The Effect of Subscapularis-Specific Rehabilitation Following Total Shoulder Arthroplasty: A Prospective, Double-Blinded, Randomized Controlled Trial
Khalil LS, Abbas MJ, Rahman TM, Chan D, Cross AG, McGee AC, Cotter DL, Muh SJ, and Kolowich PA. The Effect of Subscapularis-Specific Rehabilitation Following Total Shoulder Arthroplasty: A Prospective, Double-Blinded, Randomized Controlled Trial. J Shoulder Elbow Surg 2023.
Journal of shoulder and elbow surgery
BACKGROUND: Patients undergoing a total shoulder arthroplasty (TSA) through a deltopectoral approach will require repair of the subscapularis tendon. There are no universal postoperative guidelines for rehabilitation of the subscapularis specifically. We hypothesize that the addition of a subscapularis-specific regimen will result in improved subscapularis strength and function.
METHODS: Adult patients undergoing anatomic TSA for the treatment of primary glenohumeral osteoarthritis were included. Patients were randomized into either the traditional rehabilitation (TR) control group or the subscapularis rehabilitation (SR) group, which consisted of the traditional therapy along with early and additional subscapularis exercises. Baseline demographics, patient reported outcome measures(PROMs), range of motion (ROM), provocative tests, and subscapularis strength using a handheld dynamometer were measured preoperatively at the initial clinic visit (ICV) as well as 3-months, 6-months, and one-year postoperatively. The primary outcome of interest was a comparison of subscapularis strength between cohorts relative to preoperative baseline, while secondary outcomes were functional, ROM and PROMs.

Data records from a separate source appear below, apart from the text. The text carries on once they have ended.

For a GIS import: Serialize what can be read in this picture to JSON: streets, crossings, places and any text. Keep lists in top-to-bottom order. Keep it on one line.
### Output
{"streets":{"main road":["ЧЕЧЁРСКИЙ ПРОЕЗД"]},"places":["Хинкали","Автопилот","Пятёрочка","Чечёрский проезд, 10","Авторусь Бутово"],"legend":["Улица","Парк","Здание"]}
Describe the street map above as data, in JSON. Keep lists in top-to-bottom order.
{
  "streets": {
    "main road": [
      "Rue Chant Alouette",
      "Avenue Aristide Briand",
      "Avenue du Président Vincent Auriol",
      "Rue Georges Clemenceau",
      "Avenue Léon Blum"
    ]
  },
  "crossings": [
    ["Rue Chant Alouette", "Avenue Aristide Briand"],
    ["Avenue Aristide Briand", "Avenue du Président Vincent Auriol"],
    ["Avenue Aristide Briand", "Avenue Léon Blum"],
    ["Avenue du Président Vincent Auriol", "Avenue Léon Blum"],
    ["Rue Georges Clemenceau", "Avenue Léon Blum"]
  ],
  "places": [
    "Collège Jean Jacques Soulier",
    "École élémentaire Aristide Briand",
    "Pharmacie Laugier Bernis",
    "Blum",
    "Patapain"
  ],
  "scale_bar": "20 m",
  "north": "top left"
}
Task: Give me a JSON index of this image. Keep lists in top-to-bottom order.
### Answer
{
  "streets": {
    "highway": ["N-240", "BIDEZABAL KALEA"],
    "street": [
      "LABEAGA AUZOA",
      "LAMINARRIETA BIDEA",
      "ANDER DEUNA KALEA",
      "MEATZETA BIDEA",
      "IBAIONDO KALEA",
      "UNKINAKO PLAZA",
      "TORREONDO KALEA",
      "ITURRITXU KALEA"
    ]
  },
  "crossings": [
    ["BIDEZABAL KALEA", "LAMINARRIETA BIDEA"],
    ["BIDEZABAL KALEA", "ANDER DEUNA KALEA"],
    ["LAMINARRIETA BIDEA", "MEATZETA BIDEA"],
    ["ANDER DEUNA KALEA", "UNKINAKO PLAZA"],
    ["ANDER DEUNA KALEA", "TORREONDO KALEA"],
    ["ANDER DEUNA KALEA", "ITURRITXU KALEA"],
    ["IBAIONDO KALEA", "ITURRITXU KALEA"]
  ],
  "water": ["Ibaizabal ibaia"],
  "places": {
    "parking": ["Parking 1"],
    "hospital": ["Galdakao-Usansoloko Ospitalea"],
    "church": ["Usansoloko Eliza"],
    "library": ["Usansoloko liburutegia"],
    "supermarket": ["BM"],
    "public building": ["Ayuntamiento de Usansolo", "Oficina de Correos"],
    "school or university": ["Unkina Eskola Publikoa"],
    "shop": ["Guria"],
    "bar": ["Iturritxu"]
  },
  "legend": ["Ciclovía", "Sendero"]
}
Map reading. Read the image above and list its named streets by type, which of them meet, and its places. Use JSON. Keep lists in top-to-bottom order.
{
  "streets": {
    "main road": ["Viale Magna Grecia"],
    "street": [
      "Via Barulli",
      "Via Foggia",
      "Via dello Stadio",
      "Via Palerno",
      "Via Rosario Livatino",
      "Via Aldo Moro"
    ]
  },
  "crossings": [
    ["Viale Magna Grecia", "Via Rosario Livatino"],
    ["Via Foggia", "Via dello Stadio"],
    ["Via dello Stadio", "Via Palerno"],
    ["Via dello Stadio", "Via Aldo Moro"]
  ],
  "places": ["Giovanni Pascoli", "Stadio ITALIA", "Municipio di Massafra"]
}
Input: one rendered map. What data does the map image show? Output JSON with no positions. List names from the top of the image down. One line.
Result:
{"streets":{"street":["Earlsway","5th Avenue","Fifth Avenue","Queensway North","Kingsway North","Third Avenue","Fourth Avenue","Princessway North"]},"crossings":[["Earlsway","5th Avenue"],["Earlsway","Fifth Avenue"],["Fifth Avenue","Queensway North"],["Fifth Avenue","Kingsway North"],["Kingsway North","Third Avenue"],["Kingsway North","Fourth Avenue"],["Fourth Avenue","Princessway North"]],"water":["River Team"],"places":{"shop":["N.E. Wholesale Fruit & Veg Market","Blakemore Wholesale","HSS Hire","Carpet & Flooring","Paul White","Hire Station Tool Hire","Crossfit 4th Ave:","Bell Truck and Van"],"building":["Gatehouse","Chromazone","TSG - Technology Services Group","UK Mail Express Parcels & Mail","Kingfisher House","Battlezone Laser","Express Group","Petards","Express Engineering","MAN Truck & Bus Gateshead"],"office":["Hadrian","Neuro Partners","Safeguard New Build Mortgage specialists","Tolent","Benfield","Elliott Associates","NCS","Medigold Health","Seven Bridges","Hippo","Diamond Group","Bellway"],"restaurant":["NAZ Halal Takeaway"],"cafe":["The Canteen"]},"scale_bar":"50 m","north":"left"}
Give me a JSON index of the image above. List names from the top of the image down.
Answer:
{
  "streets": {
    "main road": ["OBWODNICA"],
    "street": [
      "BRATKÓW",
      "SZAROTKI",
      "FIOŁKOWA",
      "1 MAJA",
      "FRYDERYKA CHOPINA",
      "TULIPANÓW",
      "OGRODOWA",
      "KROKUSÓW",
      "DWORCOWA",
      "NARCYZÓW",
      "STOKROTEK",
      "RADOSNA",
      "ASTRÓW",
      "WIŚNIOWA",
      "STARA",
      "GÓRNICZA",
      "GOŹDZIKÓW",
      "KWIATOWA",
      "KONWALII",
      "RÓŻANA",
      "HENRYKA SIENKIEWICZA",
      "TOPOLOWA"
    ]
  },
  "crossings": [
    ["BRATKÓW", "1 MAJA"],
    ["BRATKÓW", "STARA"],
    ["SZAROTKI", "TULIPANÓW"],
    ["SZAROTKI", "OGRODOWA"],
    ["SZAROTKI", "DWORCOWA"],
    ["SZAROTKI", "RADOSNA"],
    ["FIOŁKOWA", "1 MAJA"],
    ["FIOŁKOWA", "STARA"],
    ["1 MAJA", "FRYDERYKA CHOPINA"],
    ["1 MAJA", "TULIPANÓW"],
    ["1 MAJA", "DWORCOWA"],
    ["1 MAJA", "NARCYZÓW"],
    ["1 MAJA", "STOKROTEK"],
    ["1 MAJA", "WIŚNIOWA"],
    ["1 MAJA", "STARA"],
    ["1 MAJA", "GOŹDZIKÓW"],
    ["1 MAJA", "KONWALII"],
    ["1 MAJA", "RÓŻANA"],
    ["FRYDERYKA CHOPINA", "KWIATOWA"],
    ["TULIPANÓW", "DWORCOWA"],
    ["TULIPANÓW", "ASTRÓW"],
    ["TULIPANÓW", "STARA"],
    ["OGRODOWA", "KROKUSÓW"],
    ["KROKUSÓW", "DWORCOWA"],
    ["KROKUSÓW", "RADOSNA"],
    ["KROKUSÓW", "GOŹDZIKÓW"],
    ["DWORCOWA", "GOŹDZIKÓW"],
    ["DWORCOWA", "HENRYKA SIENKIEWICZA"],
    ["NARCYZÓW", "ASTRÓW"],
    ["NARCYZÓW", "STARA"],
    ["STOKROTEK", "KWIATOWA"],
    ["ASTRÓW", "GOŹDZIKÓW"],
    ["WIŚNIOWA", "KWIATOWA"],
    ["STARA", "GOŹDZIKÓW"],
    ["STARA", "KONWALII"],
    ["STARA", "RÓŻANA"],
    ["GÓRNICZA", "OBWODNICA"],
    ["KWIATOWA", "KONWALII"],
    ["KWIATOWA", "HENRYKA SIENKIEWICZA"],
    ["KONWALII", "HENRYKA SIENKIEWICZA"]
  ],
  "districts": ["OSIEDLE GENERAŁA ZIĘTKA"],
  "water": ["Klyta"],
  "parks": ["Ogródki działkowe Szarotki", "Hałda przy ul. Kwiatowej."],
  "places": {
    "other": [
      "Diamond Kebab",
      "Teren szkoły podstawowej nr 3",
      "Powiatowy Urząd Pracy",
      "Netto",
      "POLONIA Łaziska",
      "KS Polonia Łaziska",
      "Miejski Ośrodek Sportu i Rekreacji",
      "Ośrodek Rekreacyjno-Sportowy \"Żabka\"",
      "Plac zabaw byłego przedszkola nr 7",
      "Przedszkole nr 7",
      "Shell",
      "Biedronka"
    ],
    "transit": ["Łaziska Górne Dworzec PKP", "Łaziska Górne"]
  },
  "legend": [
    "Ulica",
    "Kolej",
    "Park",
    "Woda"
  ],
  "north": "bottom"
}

RESULTS: Sixty-six patients were included in final analysis (32 TR vs 34 SR). There were no statistically significant differences between cohorts at the ICV with regards to demographics, baseline subscapularis strength, functional testing, or PROMs. All postoperative time points demonstrated similar subscapularis strength testing between TR and SR groups (p>0.05). Additionally, peak and average subscapularis strength testing at 3, 6, and 12 months postoperatively were similar to baseline ICV testing in both groups. Both groups demonstrated improvements across several provocative tests, ROM and PROM outcome metrics at every postoperative timepoint as compared to baseline ICV values (p<0.05).
CONCLUSIONS: Patients undergoing anatomic total shoulder arthroplasty return to baseline internal rotation strength by 3-months postoperatively and demonstrate significant improvements in function, range of motion, and several patient reported outcome measures. The addition of early and focused subscapularis strengthening exercises does not appear to significantly impact any outcomes when compared to traditional rehabilitation programs.